There’s a saying in politics that goes, “Don’t tell me what you value — show me your budget, and I’ll tell you what you value.” By that standard, it’s hard to tell what the Legislature values. And it’s harder still to tell what legislators’ plan is for addressing the state’s long-term fiscal crisis, which has now stretched on for more than half a decade with no visible progress made toward a real solution. With the 90-day mark about to pass, legislators show every indication they will continue to deplete the state’s savings to avoid the hard budget choices Alaskans elected them to make.
It was always a long shot that the Legislature would make a breakthrough on a long-term fiscal plan this year, after voters sent a sharply divided group to Juneau. In addition to the usual Republican-Democrat divide, the 2020 election deepened a schism within the Alaska GOP, with hardliners from the Mat-Su, Kenai and the Interior refusing to join a caucus that would require them to vote with the party’s more moderate Anchorage-area legislators on budget issues. As a result, it’s been extremely difficult for a majority of legislators to get on the same page on yearly budgetary matters, to say nothing of a longer-term solution that would provide stability in future years.

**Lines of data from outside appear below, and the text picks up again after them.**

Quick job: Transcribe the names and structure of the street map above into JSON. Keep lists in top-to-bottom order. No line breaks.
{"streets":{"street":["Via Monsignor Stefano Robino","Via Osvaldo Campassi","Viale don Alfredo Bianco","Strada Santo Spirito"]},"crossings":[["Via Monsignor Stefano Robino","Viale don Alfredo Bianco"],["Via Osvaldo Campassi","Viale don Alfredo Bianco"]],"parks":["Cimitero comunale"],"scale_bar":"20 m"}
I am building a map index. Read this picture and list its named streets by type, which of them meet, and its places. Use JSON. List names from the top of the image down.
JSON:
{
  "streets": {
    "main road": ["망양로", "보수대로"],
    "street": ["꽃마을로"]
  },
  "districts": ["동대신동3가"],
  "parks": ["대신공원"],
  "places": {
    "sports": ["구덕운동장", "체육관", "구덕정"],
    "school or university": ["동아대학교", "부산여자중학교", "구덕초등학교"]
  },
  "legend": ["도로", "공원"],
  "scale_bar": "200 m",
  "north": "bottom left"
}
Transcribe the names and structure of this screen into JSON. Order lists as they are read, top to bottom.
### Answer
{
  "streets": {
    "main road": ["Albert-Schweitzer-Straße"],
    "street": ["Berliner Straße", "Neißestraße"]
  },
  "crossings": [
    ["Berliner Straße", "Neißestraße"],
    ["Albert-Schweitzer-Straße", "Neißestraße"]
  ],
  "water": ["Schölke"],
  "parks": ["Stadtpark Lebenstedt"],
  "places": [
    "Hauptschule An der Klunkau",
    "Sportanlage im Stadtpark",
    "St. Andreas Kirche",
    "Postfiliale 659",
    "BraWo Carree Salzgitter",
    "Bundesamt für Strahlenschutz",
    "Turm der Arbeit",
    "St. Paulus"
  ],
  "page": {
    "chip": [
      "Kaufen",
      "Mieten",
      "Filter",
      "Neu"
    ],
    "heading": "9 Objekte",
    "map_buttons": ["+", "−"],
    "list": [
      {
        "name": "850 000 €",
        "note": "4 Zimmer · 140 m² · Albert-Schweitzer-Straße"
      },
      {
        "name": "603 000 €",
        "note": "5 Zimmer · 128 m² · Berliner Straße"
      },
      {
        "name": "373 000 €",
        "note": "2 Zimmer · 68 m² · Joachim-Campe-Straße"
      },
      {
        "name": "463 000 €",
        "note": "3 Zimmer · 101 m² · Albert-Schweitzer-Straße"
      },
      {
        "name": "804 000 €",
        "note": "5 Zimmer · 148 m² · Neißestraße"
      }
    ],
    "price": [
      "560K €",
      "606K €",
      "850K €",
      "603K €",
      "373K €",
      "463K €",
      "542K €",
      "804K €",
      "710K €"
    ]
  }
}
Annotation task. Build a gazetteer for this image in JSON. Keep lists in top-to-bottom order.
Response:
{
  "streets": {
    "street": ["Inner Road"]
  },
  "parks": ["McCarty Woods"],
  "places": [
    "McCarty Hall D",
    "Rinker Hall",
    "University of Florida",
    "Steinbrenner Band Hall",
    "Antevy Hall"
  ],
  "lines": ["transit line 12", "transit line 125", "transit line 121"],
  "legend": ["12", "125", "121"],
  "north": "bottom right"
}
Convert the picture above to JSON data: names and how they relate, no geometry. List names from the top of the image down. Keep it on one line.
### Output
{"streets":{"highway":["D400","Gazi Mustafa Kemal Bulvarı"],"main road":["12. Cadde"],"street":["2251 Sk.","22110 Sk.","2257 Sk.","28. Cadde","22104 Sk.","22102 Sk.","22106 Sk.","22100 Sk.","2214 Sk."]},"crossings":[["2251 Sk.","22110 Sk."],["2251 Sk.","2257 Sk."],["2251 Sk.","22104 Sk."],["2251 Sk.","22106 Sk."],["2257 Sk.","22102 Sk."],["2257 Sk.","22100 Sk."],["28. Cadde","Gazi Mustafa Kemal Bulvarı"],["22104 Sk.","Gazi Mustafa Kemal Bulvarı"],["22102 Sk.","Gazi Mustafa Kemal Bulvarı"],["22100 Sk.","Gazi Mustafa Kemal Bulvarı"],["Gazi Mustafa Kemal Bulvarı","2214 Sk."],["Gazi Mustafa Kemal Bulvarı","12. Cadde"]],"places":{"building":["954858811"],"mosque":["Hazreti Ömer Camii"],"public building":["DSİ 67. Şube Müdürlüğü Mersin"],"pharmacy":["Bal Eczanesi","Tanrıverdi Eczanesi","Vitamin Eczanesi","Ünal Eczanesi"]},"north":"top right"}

So what have legislators been doing while not making progress toward addressing Alaska’s deficit? Mostly playing to the voters who sent them — or to their own biases — with red-meat bills that are unlikely to become law. Despite Alaska’s 2020 election being conducted “fairly and without any trace of fraud,” as Republican Lt. Gov. Kevin Meyer said, Wasilla Sen. Mike Shower has pushed forward with a bill that would make wholesale changes to the state’s election system — only to walk many of those changes back after widespread outcry about the potential for the bill to disenfranchise many voters. And Sen. Lora Reinbold has turned the Judiciary Committee she chairs into a pseudoscience circus, hosting controversial speakers who espouse debunked theories about how best to combat the COVID-19 pandemic. Reinbold has also used her office to further a personal feud with Alaska Airlines over its policy to require masks on its planes, authoring a bill of dubious constitutionality that would allow the state to nullify federal laws and policies it doesn’t agree with.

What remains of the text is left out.